What you are asked to do » Copy every line from the data below in which the string "turn" can be found.

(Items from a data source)
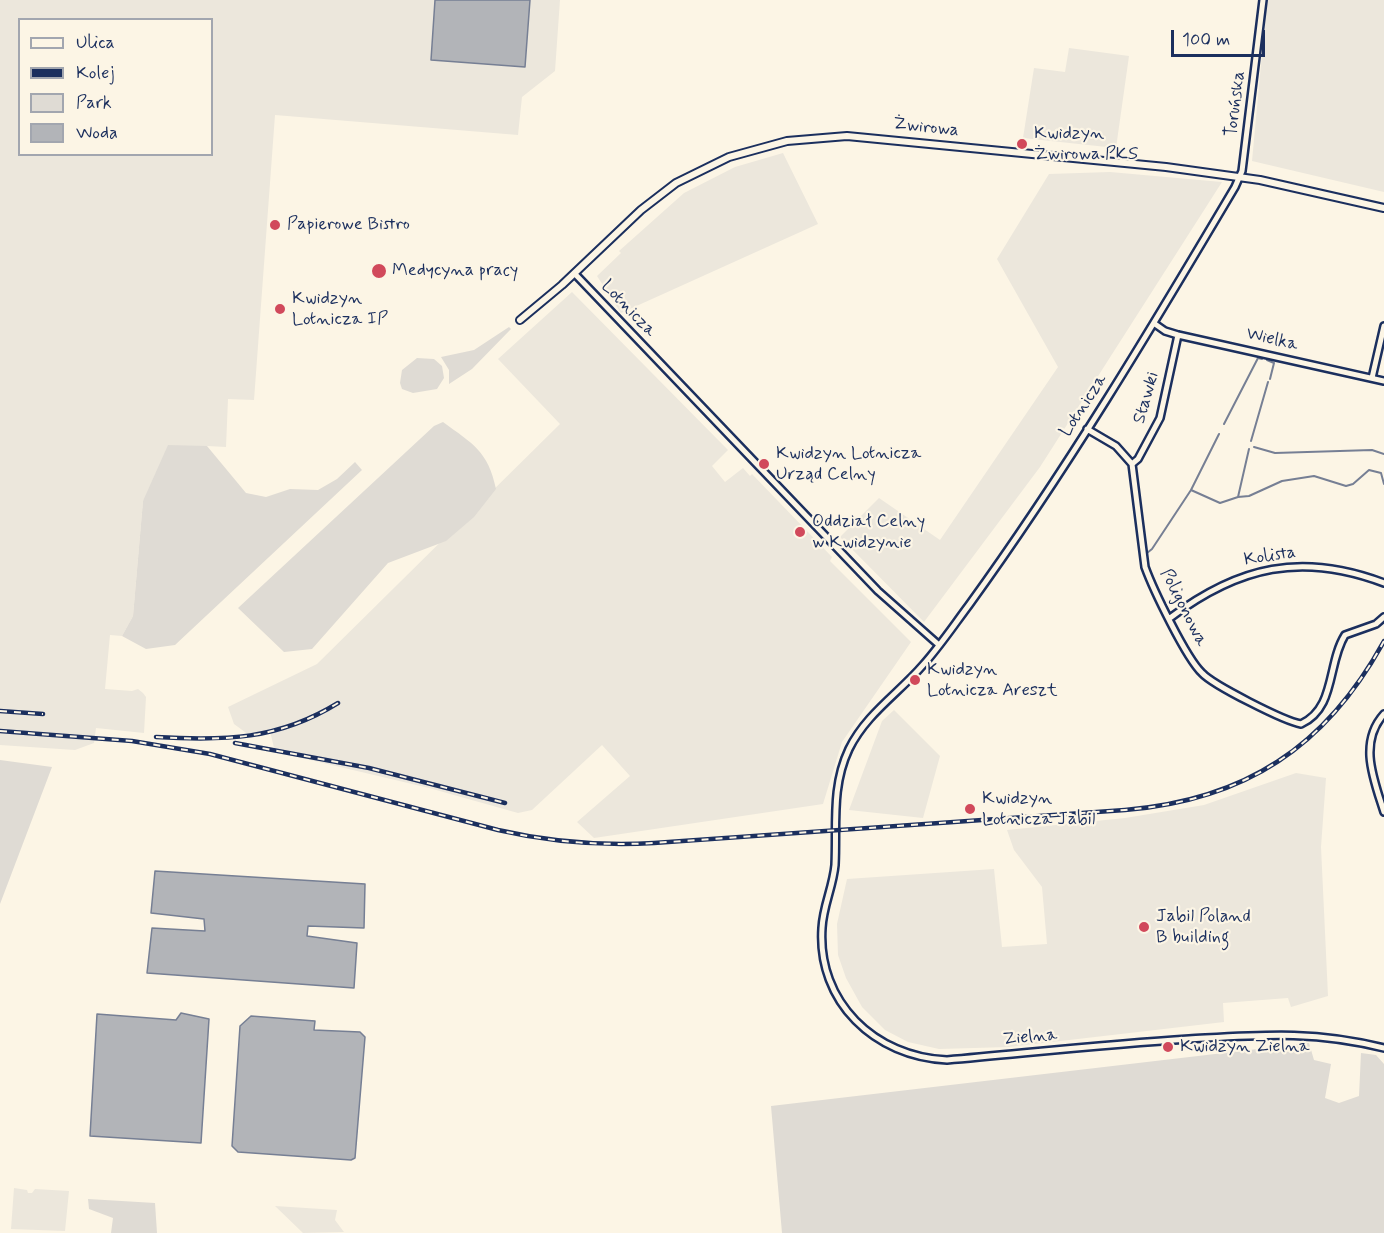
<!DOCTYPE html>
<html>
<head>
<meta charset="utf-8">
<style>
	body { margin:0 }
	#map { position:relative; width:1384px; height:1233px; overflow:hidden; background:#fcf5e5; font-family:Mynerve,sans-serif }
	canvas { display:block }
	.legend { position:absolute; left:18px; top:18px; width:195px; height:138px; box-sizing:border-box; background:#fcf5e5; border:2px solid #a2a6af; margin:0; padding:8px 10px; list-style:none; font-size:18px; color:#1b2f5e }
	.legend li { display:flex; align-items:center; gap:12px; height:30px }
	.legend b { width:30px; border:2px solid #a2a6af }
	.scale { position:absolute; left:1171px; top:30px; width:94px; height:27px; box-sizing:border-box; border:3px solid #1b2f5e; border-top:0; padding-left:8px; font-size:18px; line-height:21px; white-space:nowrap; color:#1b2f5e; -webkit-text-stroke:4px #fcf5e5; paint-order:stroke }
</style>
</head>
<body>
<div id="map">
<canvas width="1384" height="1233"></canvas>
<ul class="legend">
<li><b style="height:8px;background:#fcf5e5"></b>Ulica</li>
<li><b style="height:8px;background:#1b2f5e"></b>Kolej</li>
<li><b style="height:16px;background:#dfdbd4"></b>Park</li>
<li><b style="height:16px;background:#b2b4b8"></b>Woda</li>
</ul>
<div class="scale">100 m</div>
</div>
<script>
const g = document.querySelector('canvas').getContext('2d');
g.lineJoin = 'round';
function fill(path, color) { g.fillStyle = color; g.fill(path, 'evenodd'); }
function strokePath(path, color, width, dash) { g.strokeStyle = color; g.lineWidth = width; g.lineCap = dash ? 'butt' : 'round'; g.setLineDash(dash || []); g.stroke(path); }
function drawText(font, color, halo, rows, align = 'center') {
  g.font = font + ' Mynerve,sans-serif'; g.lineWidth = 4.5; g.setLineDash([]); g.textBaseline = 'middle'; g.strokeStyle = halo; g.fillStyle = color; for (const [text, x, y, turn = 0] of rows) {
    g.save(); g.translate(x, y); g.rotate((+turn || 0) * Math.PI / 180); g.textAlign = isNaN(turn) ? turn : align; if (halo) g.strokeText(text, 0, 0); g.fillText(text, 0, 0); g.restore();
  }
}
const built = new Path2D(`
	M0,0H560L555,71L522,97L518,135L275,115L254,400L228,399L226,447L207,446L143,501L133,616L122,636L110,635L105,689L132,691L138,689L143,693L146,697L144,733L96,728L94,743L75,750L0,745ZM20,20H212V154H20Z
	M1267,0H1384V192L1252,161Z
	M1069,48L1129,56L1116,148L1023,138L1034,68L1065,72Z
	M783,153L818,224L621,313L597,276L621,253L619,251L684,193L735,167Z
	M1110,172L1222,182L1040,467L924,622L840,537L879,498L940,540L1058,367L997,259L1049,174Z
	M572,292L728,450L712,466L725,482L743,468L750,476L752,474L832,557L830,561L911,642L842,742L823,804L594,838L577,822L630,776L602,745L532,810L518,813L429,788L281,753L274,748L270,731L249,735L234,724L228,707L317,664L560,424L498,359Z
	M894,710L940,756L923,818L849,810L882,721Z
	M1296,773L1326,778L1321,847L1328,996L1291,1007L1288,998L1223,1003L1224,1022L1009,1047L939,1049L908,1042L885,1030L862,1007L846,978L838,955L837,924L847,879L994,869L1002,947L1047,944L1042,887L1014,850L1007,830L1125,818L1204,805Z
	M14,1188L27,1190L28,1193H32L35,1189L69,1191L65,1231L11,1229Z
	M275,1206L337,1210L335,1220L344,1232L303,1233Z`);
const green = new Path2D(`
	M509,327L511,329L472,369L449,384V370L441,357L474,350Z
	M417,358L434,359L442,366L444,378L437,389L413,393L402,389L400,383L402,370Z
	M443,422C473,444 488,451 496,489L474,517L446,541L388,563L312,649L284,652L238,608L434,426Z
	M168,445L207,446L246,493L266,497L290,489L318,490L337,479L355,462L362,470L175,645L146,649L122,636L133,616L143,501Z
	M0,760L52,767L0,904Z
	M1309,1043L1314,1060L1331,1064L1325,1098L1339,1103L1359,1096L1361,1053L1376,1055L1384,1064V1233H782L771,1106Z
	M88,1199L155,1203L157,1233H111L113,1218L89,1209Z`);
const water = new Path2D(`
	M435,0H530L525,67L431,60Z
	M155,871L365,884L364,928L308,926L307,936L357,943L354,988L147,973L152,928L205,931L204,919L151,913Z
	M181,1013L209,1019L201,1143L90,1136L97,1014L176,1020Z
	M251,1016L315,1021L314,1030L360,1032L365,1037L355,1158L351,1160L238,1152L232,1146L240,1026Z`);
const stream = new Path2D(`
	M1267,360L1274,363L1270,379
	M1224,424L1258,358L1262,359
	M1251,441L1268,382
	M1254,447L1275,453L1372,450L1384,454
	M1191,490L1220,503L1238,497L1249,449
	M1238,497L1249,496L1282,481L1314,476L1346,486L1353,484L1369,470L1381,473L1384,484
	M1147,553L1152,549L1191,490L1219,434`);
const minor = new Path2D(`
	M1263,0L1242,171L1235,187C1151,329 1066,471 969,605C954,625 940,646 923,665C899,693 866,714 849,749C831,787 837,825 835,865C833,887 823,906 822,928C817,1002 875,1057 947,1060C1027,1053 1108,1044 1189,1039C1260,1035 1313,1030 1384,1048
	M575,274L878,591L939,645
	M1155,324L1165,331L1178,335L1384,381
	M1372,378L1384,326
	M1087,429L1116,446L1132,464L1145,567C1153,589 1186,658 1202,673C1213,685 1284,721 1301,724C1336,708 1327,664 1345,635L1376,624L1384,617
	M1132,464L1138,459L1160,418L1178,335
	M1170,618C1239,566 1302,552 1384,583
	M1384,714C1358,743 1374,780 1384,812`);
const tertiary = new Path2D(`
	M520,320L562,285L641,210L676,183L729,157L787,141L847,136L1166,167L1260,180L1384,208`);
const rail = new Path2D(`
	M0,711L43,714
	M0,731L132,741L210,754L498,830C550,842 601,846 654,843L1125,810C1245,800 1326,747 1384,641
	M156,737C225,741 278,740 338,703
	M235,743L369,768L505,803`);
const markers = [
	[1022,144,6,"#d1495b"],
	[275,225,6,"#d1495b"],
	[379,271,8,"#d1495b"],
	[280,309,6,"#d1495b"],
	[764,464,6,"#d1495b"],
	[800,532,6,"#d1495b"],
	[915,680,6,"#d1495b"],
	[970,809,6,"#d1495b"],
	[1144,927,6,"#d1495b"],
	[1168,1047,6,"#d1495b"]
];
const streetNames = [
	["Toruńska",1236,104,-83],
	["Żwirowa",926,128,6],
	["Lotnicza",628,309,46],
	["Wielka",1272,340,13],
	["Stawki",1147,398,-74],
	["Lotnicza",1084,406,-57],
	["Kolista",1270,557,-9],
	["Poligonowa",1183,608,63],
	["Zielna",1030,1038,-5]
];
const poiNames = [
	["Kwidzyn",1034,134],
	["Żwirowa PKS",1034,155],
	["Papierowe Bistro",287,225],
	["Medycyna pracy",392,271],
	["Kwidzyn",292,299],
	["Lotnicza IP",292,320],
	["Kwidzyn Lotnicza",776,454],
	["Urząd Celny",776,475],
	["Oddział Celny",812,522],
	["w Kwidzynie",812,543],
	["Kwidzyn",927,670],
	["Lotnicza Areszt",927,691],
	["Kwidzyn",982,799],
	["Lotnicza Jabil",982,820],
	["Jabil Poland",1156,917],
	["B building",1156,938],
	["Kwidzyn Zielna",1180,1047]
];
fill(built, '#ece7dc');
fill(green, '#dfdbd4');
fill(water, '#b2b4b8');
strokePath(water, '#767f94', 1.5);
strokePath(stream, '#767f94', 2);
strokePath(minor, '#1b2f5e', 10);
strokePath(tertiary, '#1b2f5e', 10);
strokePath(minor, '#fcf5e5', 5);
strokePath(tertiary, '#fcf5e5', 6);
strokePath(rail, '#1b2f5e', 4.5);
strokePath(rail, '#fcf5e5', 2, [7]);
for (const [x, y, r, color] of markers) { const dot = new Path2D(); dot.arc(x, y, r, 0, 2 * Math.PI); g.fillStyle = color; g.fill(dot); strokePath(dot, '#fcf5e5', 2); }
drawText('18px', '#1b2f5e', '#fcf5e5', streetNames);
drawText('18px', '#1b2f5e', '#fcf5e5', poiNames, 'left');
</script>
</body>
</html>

Answer to this task »
  g.font = font + ' Mynerve,sans-serif'; g.lineWidth = 4.5; g.setLineDash([]); g.textBaseline = 'middle'; g.strokeStyle = halo; g.fillStyle = color; for (const [text, x, y, turn = 0] of rows) {
    g.save(); g.translate(x, y); g.rotate((+turn || 0) * Math.PI / 180); g.textAlign = isNaN(turn) ? turn : align; if (halo) g.strokeText(text, 0, 0); g.fillText(text, 0, 0); g.restore();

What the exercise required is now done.